• _Try it_
Your answer must match the records word for word and contain no pictures.

(Records shown begins)

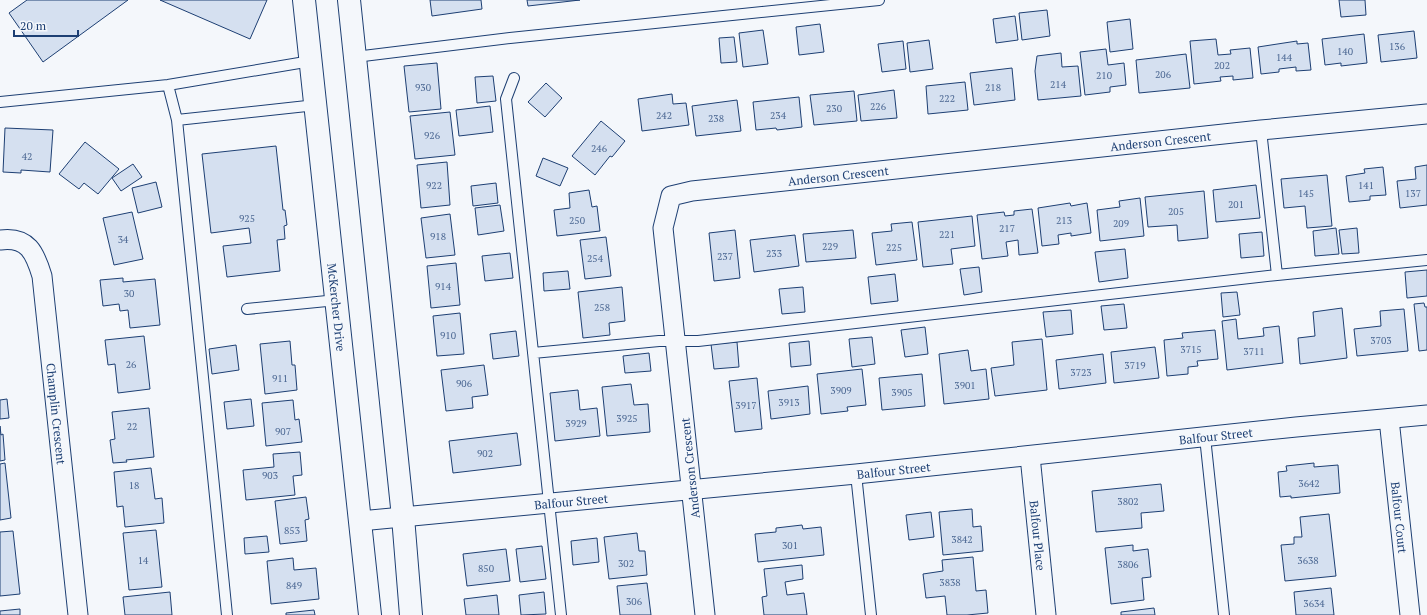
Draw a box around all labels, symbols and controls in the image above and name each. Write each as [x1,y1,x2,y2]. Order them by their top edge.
scale bar [14,12,78,38]
text: 20 m [20,18,47,33]
house number: 136 [1389,40,1406,53]
house number: 140 [1337,45,1353,58]
house number: 144 [1276,51,1293,64]
house number: 202 [1214,59,1230,72]
house number: 206 [1155,68,1172,81]
house number: 210 [1096,69,1112,82]
house number: 214 [1050,78,1067,91]
house number: 930 [415,81,431,94]
house number: 218 [985,81,1001,94]
house number: 222 [939,92,955,105]
house number: 226 [870,100,887,113]
house number: 230 [826,102,842,115]
house number: 242 [656,109,672,122]
house number: 234 [770,109,787,122]
house number: 238 [708,112,724,125]
street label: Anderson Crescent [1109,128,1212,154]
house number: 926 [424,129,441,142]
house number: 246 [591,142,608,155]
house number: 42 [22,150,32,163]
street label: Anderson Crescent [787,162,890,188]
house number: 922 [426,179,442,192]
house number: 141 [1358,179,1374,192]
house number: 145 [1298,187,1314,200]
house number: 137 [1405,187,1421,200]
house number: 201 [1228,198,1244,211]
house number: 205 [1168,205,1184,218]
house number: 925 [239,212,255,225]
house number: 250 [569,214,585,227]
house number: 213 [1056,214,1072,227]
house number: 209 [1113,217,1129,230]
house number: 217 [999,222,1015,235]
house number: 221 [939,228,955,241]
house number: 918 [430,230,446,243]
house number: 34 [118,233,129,246]
house number: 229 [822,240,838,253]
house number: 225 [886,241,902,254]
house number: 233 [766,247,782,260]
house number: 237 [717,250,733,263]
house number: 254 [587,252,604,265]
street label: McKercher Drive [325,262,349,352]
house number: 914 [435,280,452,293]
house number: 30 [124,287,134,300]
house number: 258 [594,301,610,314]
house number: 910 [440,329,456,342]
house number: 3703 [1370,334,1392,347]
house number: 3715 [1180,343,1202,356]
house number: 3711 [1243,345,1265,358]
house number: 26 [126,358,137,371]
house number: 3719 [1124,359,1146,372]
street label: Champlin Crescent [44,362,70,466]
house number: 3723 [1070,366,1092,379]
house number: 911 [272,372,288,385]
house number: 906 [456,377,473,390]
house number: 3901 [954,379,976,392]
house number: 3909 [830,384,852,397]
house number: 3905 [891,386,913,399]
house number: 3913 [778,396,800,409]
house number: 3917 [735,399,757,412]
house number: 3925 [616,412,638,425]
street label: Anderson Crescent [677,416,703,519]
house number: 3929 [565,417,587,430]
house number: 22 [127,420,137,433]
street label: Balfour Street [1178,424,1254,447]
house number: 907 [275,425,291,438]
house number: 902 [477,447,493,460]
street label: Balfour Street [856,459,932,481]
house number: 903 [262,469,278,482]
house number: 3642 [1298,477,1320,490]
house number: 18 [129,479,139,492]
street label: Balfour Court [1388,481,1411,555]
street label: Balfour Street [533,490,609,512]
house number: 3802 [1117,495,1139,508]
street label: Balfour Place [1027,500,1049,571]
house number: 853 [284,524,300,537]
house number: 3842 [951,533,973,546]
house number: 301 [782,539,798,552]
house number: 14 [138,554,149,567]
house number: 3638 [1297,554,1319,567]
house number: 302 [618,557,634,570]
house number: 3806 [1117,558,1139,571]
house number: 850 [478,562,494,575]
house number: 3838 [939,576,961,589]
house number: 849 [286,579,302,592]
house number: 306 [626,595,643,608]
house number: 3634 [1303,597,1325,610]

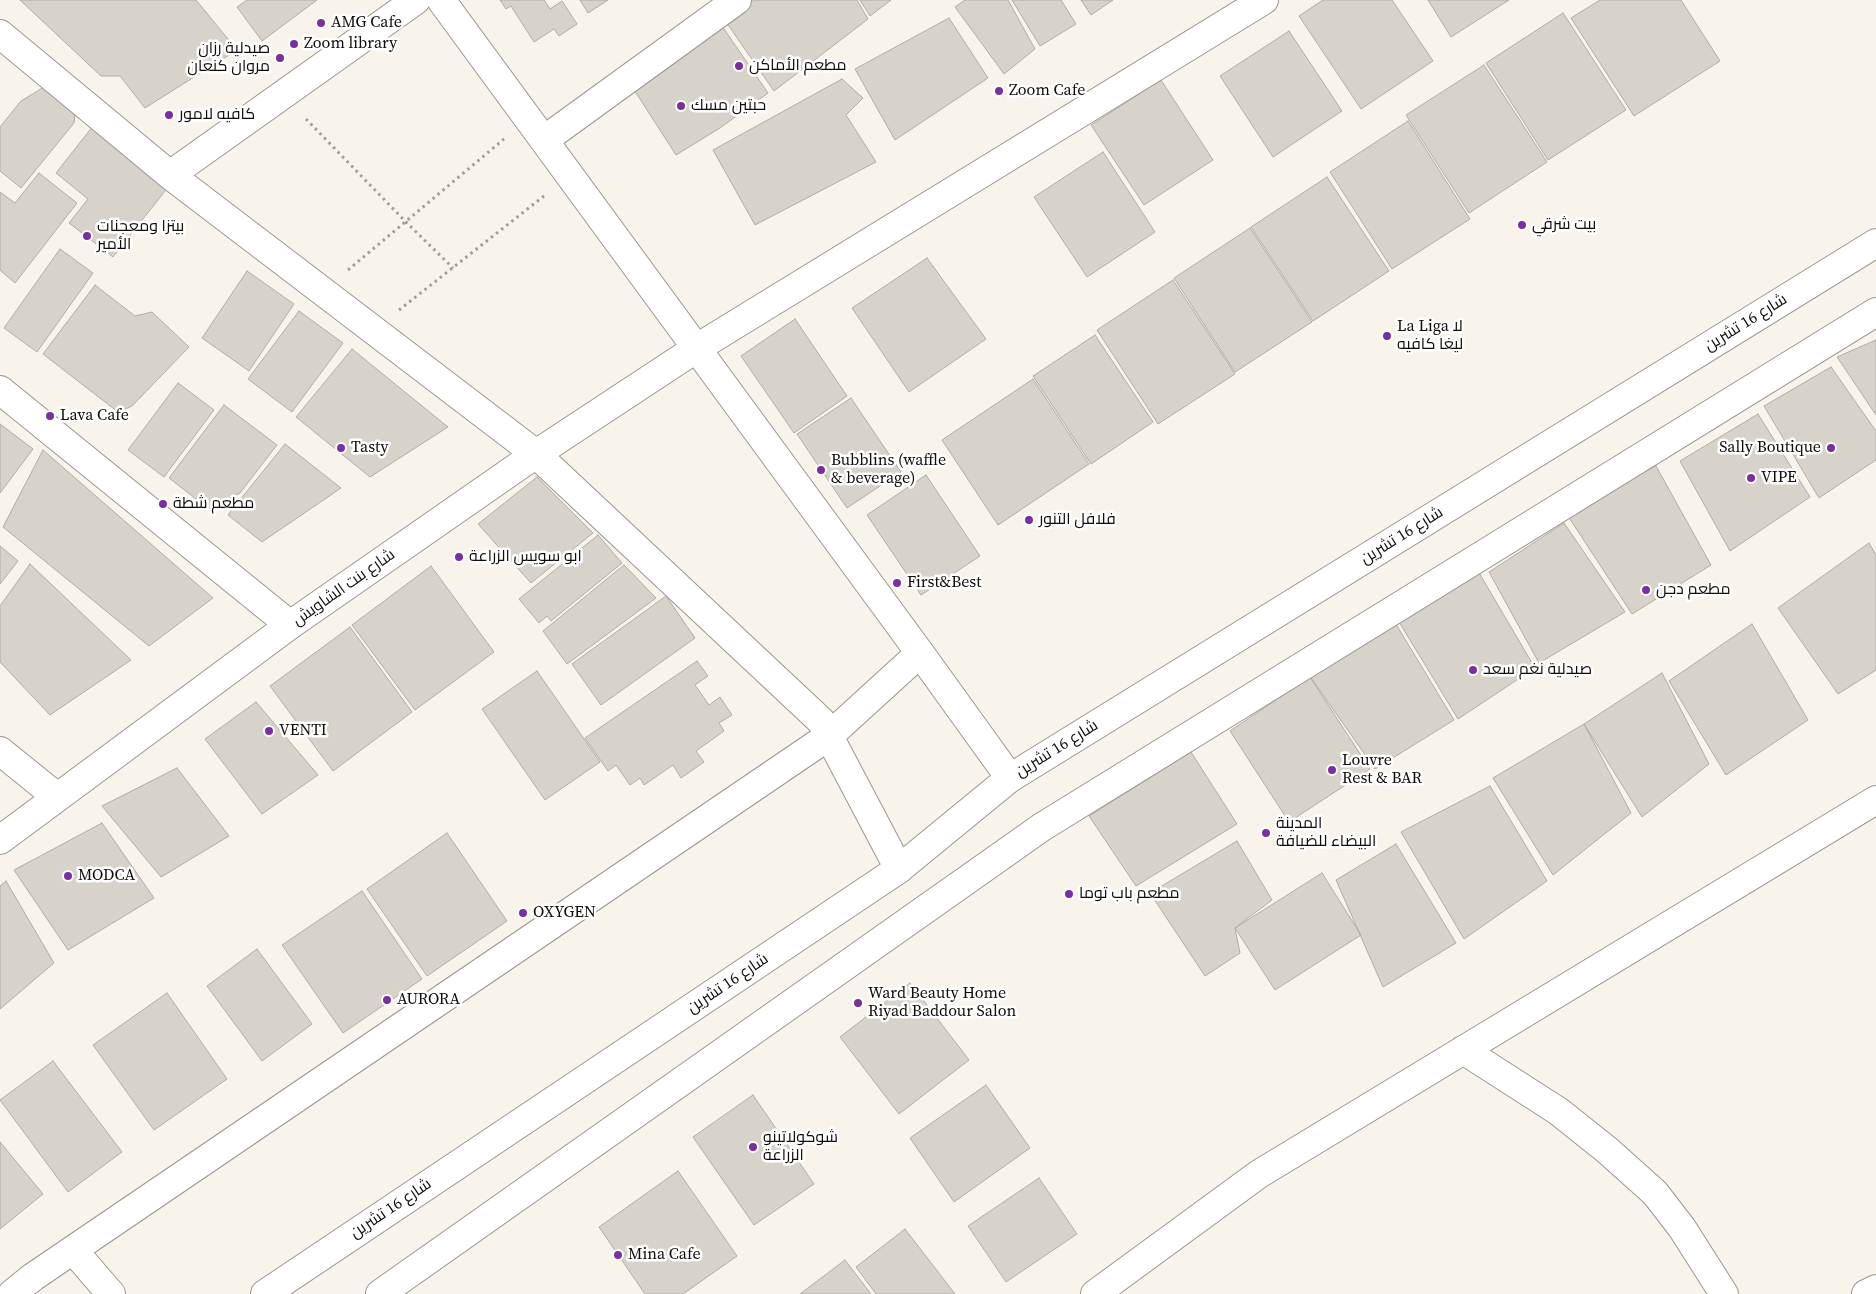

(Records shown ends)

• _Solution to the exercise_
Draw a box around all labels, symbols and controls in the image above and name each. Write each as [x1,y1,x2,y2]. Order them by their top edge.
scale bar [14,12,78,38]
text: 20 m [20,18,47,33]
house number: 136 [1389,40,1406,53]
house number: 140 [1337,45,1353,58]
house number: 144 [1276,51,1293,64]
house number: 202 [1214,59,1230,72]
house number: 206 [1155,68,1172,81]
house number: 210 [1096,69,1112,82]
house number: 214 [1050,78,1067,91]
house number: 930 [415,81,431,94]
house number: 218 [985,81,1001,94]
house number: 222 [939,92,955,105]
house number: 226 [870,100,887,113]
house number: 230 [826,102,842,115]
house number: 242 [656,109,672,122]
house number: 234 [770,109,787,122]
house number: 238 [708,112,724,125]
street label: Anderson Crescent [1109,128,1212,154]
house number: 926 [424,129,441,142]
house number: 246 [591,142,608,155]
house number: 42 [22,150,32,163]
street label: Anderson Crescent [787,162,890,188]
house number: 922 [426,179,442,192]
house number: 141 [1358,179,1374,192]
house number: 145 [1298,187,1314,200]
house number: 137 [1405,187,1421,200]
house number: 201 [1228,198,1244,211]
house number: 205 [1168,205,1184,218]
house number: 925 [239,212,255,225]
house number: 250 [569,214,585,227]
house number: 213 [1056,214,1072,227]
house number: 209 [1113,217,1129,230]
house number: 217 [999,222,1015,235]
house number: 221 [939,228,955,241]
house number: 918 [430,230,446,243]
house number: 34 [118,233,129,246]
house number: 229 [822,240,838,253]
house number: 225 [886,241,902,254]
house number: 233 [766,247,782,260]
house number: 237 [717,250,733,263]
house number: 254 [587,252,604,265]
street label: McKercher Drive [325,262,349,352]
house number: 914 [435,280,452,293]
house number: 30 [124,287,134,300]
house number: 258 [594,301,610,314]
house number: 910 [440,329,456,342]
house number: 3703 [1370,334,1392,347]
house number: 3715 [1180,343,1202,356]
house number: 3711 [1243,345,1265,358]
house number: 26 [126,358,137,371]
house number: 3719 [1124,359,1146,372]
street label: Champlin Crescent [44,362,70,466]
house number: 3723 [1070,366,1092,379]
house number: 911 [272,372,288,385]
house number: 906 [456,377,473,390]
house number: 3901 [954,379,976,392]
house number: 3909 [830,384,852,397]
house number: 3905 [891,386,913,399]
house number: 3913 [778,396,800,409]
house number: 3917 [735,399,757,412]
house number: 3925 [616,412,638,425]
street label: Anderson Crescent [677,416,703,519]
house number: 3929 [565,417,587,430]
house number: 22 [127,420,137,433]
street label: Balfour Street [1178,424,1254,447]
house number: 907 [275,425,291,438]
house number: 902 [477,447,493,460]
street label: Balfour Street [856,459,932,481]
house number: 903 [262,469,278,482]
house number: 3642 [1298,477,1320,490]
house number: 18 [129,479,139,492]
street label: Balfour Court [1388,481,1411,555]
street label: Balfour Street [533,490,609,512]
house number: 3802 [1117,495,1139,508]
street label: Balfour Place [1027,500,1049,571]
house number: 853 [284,524,300,537]
house number: 3842 [951,533,973,546]
house number: 301 [782,539,798,552]
house number: 14 [138,554,149,567]
house number: 3638 [1297,554,1319,567]
house number: 302 [618,557,634,570]
house number: 3806 [1117,558,1139,571]
house number: 850 [478,562,494,575]
house number: 3838 [939,576,961,589]
house number: 849 [286,579,302,592]
house number: 306 [626,595,643,608]
house number: 3634 [1303,597,1325,610]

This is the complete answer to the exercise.